[Stored data entries]
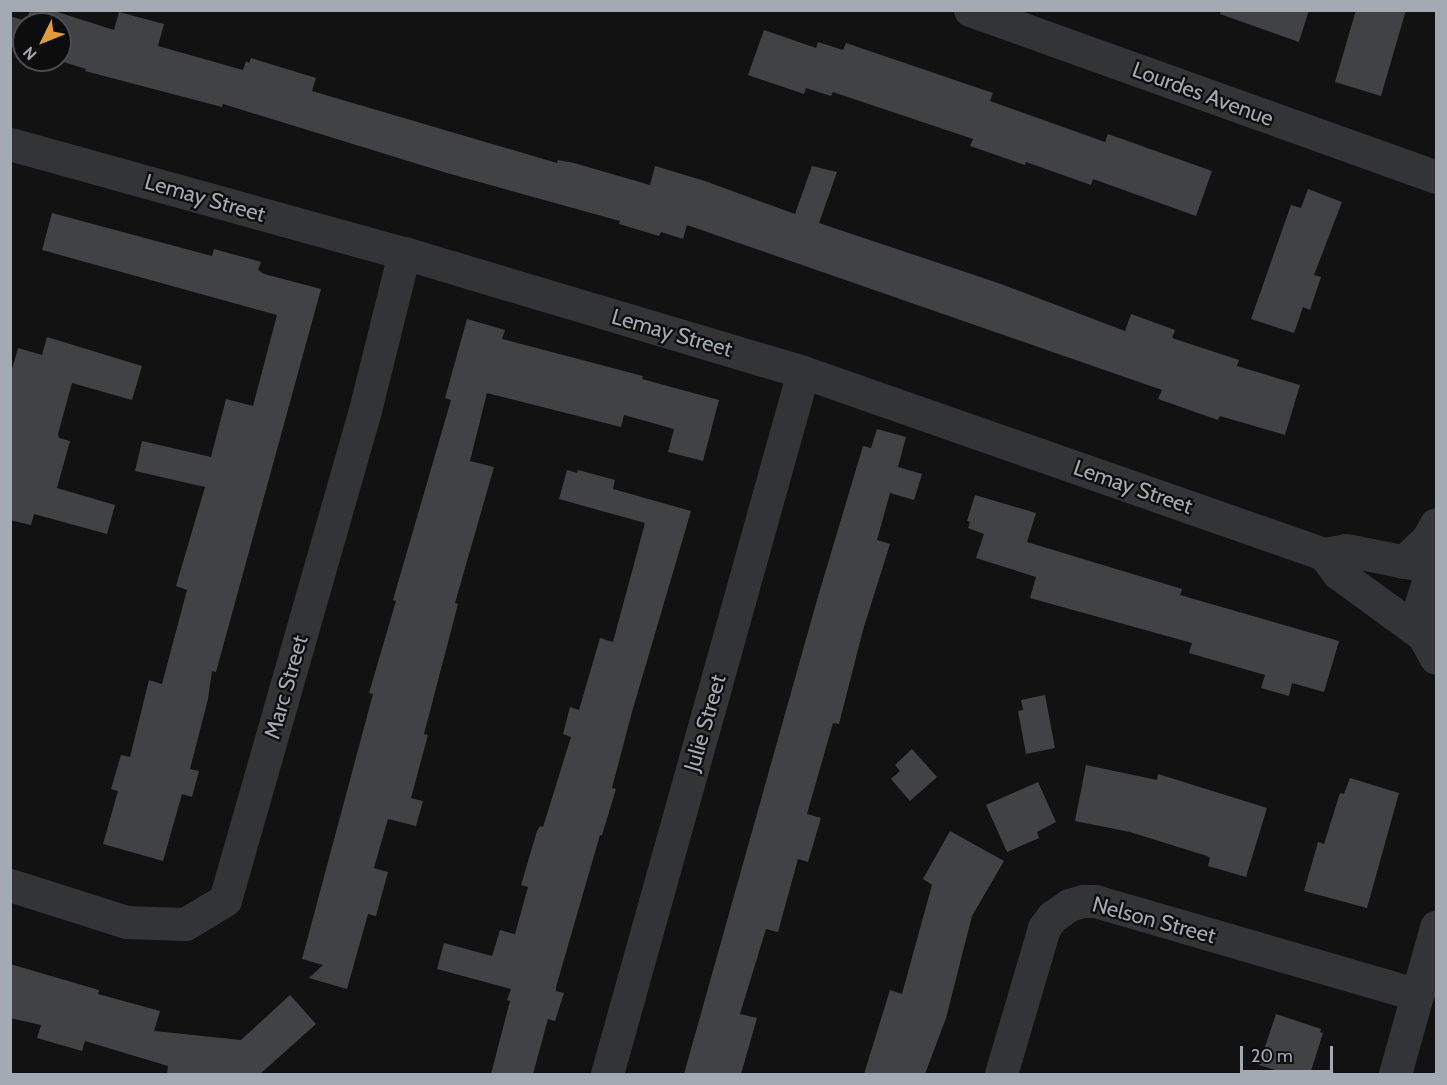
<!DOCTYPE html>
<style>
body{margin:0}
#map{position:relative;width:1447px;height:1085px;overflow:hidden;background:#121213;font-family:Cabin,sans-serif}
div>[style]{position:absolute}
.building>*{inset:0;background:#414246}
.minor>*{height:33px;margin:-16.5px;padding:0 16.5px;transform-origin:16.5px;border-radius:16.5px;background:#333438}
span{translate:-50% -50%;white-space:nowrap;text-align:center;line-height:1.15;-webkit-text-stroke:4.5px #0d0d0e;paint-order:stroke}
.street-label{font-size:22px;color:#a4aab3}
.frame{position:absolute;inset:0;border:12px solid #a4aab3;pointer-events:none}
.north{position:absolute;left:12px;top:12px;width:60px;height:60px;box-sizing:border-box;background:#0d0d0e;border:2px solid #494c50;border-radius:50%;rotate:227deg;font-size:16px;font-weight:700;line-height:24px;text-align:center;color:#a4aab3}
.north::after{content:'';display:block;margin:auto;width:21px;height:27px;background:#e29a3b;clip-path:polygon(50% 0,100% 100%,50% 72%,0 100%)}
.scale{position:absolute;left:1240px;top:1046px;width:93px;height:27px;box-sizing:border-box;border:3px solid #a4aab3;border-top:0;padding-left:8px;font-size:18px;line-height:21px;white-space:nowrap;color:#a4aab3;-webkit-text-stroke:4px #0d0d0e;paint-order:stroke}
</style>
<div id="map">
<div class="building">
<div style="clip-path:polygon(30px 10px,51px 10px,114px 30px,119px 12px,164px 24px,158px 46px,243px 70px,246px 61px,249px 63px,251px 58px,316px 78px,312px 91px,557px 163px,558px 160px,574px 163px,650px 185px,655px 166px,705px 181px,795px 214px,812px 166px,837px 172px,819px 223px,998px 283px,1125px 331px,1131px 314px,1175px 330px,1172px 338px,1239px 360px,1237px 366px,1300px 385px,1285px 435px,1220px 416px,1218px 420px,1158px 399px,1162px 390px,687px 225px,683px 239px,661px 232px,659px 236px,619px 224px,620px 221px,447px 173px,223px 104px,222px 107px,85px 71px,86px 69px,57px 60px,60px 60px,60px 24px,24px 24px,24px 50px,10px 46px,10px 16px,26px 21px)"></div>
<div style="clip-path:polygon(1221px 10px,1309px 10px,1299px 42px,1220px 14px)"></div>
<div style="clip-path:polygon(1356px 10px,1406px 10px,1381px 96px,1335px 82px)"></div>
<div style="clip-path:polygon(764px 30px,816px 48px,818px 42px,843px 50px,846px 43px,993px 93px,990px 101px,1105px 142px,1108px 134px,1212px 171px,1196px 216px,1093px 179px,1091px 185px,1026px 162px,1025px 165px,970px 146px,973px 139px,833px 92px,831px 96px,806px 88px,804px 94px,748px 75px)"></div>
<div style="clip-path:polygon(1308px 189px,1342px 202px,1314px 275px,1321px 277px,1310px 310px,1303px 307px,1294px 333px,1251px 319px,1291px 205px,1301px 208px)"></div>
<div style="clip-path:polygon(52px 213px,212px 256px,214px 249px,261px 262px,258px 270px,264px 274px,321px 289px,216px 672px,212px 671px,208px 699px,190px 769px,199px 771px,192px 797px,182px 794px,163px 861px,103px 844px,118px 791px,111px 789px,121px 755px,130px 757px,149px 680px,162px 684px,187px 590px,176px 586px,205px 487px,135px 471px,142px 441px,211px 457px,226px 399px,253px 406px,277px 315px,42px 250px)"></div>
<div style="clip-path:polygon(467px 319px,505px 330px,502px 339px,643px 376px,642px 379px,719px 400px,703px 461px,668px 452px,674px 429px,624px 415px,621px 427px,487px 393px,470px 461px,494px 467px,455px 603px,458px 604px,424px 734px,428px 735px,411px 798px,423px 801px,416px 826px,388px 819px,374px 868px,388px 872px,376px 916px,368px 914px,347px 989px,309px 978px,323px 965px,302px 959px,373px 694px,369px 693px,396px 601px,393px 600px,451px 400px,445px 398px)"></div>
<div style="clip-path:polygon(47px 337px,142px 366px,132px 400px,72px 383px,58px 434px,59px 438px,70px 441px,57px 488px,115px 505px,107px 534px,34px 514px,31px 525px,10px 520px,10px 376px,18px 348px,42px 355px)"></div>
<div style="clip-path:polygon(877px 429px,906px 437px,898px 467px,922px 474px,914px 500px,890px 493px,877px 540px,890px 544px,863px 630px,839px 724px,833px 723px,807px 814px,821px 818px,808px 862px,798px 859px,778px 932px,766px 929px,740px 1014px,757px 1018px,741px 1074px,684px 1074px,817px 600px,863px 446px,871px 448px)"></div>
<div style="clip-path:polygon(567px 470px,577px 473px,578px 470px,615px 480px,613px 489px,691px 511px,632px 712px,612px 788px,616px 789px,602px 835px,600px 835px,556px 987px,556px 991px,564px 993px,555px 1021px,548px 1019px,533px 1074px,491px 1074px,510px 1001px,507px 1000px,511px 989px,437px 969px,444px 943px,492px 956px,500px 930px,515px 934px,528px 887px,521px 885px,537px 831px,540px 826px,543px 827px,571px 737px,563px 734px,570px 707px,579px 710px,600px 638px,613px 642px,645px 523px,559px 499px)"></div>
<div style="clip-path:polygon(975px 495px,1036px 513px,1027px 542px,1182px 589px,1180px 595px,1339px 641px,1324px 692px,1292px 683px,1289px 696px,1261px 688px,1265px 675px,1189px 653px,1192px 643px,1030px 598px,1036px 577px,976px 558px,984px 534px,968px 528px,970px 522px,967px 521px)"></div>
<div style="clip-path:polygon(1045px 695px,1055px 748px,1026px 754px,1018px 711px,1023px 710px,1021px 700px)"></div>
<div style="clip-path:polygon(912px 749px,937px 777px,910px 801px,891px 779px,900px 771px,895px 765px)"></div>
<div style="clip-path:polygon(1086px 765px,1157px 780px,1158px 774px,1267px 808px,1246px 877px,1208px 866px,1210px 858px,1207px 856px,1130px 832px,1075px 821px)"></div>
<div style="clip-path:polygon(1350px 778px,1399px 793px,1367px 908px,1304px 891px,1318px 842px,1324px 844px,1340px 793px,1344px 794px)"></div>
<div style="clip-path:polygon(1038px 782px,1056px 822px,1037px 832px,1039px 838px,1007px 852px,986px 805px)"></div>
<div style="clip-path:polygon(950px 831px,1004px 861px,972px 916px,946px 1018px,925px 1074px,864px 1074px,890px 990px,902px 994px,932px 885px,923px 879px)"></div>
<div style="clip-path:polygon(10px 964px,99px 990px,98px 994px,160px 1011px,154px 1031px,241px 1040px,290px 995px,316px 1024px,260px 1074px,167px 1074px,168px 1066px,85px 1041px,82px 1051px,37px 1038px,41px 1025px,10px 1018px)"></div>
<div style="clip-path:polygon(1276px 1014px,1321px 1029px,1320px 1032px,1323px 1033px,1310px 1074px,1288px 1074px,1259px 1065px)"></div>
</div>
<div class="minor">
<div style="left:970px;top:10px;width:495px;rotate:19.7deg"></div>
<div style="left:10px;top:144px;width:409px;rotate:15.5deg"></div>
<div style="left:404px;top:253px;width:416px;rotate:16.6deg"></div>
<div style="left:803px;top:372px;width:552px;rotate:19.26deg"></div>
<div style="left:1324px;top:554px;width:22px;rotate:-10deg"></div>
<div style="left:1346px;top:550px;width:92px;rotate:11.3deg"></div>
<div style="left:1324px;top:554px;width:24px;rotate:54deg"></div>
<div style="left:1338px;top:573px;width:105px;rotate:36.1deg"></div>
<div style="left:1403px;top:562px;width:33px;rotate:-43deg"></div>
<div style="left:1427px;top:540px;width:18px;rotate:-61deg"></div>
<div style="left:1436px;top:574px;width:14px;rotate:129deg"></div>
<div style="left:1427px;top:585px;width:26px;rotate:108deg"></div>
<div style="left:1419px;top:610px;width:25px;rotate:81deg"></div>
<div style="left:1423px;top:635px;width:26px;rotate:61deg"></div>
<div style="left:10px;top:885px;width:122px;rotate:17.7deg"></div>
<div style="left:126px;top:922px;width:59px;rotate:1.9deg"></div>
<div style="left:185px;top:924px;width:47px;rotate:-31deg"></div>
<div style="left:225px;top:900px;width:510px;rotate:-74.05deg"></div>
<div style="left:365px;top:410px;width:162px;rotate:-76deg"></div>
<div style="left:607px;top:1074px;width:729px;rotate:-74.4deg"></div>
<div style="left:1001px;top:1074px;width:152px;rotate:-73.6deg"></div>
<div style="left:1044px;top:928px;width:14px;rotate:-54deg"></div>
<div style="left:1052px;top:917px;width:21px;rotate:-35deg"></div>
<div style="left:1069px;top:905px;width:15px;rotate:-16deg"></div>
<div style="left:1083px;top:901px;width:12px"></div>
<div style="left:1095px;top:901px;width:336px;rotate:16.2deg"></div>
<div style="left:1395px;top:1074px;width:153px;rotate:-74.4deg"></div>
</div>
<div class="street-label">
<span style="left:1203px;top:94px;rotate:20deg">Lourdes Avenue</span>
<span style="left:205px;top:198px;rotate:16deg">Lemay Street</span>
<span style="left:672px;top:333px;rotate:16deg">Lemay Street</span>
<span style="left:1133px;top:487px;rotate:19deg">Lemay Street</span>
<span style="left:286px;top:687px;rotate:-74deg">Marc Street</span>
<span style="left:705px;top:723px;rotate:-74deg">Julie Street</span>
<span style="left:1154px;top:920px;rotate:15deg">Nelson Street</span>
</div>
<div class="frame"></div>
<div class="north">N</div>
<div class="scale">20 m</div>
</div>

**Exercise goal**
The lines above may hold the string "border". Say how many do, and give only that number.

**Task output**
4